** Excerpted records follows **

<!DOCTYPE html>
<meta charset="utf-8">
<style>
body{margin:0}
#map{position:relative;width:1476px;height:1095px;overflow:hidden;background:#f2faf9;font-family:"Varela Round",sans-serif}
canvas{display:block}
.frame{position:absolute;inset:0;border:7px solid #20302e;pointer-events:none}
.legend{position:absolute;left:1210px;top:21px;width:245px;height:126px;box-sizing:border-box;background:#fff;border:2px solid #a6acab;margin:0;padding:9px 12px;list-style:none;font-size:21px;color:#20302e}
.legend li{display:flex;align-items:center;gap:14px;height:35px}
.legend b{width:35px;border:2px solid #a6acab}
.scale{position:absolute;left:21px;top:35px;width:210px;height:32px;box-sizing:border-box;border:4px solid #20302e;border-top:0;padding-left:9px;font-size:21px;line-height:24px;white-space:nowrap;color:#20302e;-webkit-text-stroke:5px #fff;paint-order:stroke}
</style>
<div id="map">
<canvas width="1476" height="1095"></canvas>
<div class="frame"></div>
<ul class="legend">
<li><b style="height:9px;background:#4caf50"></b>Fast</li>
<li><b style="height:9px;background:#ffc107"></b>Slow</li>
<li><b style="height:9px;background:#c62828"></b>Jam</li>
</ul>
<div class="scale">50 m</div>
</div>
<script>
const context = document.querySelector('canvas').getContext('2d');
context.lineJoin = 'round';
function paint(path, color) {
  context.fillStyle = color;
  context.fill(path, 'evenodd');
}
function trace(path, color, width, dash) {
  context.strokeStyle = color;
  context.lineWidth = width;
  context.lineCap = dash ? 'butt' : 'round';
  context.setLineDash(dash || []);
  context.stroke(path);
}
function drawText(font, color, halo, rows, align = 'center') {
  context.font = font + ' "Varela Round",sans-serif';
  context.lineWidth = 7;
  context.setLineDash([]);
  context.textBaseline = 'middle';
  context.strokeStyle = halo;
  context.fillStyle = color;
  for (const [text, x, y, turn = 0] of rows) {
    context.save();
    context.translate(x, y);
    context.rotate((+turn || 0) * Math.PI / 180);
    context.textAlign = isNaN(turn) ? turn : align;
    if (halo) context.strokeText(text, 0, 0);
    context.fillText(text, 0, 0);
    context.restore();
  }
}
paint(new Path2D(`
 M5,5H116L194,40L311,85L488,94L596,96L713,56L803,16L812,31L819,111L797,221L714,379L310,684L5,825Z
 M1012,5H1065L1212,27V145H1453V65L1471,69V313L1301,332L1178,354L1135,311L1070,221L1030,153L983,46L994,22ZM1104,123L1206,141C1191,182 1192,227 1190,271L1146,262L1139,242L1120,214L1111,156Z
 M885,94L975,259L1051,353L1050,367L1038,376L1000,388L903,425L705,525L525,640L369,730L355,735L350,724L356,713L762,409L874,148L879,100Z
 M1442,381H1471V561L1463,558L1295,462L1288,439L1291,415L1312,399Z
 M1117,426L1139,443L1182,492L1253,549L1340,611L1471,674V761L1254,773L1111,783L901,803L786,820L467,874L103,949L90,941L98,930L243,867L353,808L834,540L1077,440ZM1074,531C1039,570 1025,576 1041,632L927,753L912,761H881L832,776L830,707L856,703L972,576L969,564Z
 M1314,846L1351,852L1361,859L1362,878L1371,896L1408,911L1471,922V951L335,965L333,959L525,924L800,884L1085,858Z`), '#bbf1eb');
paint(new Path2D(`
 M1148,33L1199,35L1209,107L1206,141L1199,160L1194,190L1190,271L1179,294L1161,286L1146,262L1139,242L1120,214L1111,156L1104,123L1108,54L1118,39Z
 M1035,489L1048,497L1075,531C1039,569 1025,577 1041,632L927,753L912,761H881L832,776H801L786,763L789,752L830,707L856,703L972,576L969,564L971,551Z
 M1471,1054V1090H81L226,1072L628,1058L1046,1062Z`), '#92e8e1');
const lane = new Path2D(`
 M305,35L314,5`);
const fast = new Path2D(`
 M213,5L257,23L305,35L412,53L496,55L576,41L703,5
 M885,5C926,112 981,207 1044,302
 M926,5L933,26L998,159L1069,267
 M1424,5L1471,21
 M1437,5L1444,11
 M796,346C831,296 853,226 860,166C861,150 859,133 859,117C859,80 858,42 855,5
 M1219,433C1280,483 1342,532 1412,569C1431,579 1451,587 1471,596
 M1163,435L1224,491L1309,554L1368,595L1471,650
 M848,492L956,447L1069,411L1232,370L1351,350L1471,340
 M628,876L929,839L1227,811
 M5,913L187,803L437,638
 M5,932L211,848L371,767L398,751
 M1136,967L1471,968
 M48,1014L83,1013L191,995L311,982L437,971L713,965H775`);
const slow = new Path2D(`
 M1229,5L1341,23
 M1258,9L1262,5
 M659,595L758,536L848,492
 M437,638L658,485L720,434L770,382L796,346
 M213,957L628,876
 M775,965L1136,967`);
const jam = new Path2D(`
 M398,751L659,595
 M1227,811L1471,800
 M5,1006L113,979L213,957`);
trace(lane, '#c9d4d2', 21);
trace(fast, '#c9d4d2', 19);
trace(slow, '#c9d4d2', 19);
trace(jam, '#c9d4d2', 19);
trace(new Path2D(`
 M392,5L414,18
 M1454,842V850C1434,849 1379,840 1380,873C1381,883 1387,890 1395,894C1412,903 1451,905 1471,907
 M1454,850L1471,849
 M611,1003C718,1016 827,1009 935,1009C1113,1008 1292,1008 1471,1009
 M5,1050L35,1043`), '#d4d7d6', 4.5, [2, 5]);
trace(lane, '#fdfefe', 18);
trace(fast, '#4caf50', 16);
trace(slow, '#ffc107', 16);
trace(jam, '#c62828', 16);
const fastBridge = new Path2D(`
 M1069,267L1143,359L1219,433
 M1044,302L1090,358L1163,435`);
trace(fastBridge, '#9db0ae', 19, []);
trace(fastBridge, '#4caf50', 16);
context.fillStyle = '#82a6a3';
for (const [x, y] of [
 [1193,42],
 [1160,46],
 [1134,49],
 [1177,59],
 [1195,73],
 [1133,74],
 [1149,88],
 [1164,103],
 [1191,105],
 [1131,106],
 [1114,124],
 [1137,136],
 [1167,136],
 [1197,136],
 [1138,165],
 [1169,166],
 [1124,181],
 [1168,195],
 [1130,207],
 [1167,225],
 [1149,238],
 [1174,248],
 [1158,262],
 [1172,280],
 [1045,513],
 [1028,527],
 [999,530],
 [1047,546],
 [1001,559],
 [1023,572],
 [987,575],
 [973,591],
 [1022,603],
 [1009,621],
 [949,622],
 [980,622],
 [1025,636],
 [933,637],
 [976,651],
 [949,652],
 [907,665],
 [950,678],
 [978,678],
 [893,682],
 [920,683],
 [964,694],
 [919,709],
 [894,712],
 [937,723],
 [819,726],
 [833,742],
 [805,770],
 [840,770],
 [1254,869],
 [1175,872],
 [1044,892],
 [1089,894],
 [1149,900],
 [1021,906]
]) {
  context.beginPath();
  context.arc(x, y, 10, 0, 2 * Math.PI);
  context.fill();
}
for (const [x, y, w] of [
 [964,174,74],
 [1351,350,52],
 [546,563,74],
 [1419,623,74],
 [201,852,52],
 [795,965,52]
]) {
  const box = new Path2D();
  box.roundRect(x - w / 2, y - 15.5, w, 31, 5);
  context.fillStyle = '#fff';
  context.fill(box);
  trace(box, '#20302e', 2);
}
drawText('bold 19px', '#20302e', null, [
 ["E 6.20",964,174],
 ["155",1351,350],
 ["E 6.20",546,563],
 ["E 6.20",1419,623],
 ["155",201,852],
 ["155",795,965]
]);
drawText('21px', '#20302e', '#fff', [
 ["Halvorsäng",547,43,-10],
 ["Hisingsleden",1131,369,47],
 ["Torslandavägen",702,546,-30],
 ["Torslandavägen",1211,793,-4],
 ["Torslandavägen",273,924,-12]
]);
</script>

** End of Excerpted records **

What is needed is an exact copy of the lines above, from the one containing "context.arc(x, y, 10, 0, 2 * Math.PI);" through the one containing "context.fillStyle = '#fff';", with nothing added.

  context.arc(x, y, 10, 0, 2 * Math.PI);
  context.fill();
}
for (const [x, y, w] of [
 [964,174,74],
 [1351,350,52],
 [546,563,74],
 [1419,623,74],
 [201,852,52],
 [795,965,52]
]) {
  const box = new Path2D();
  box.roundRect(x - w / 2, y - 15.5, w, 31, 5);
  context.fillStyle = '#fff';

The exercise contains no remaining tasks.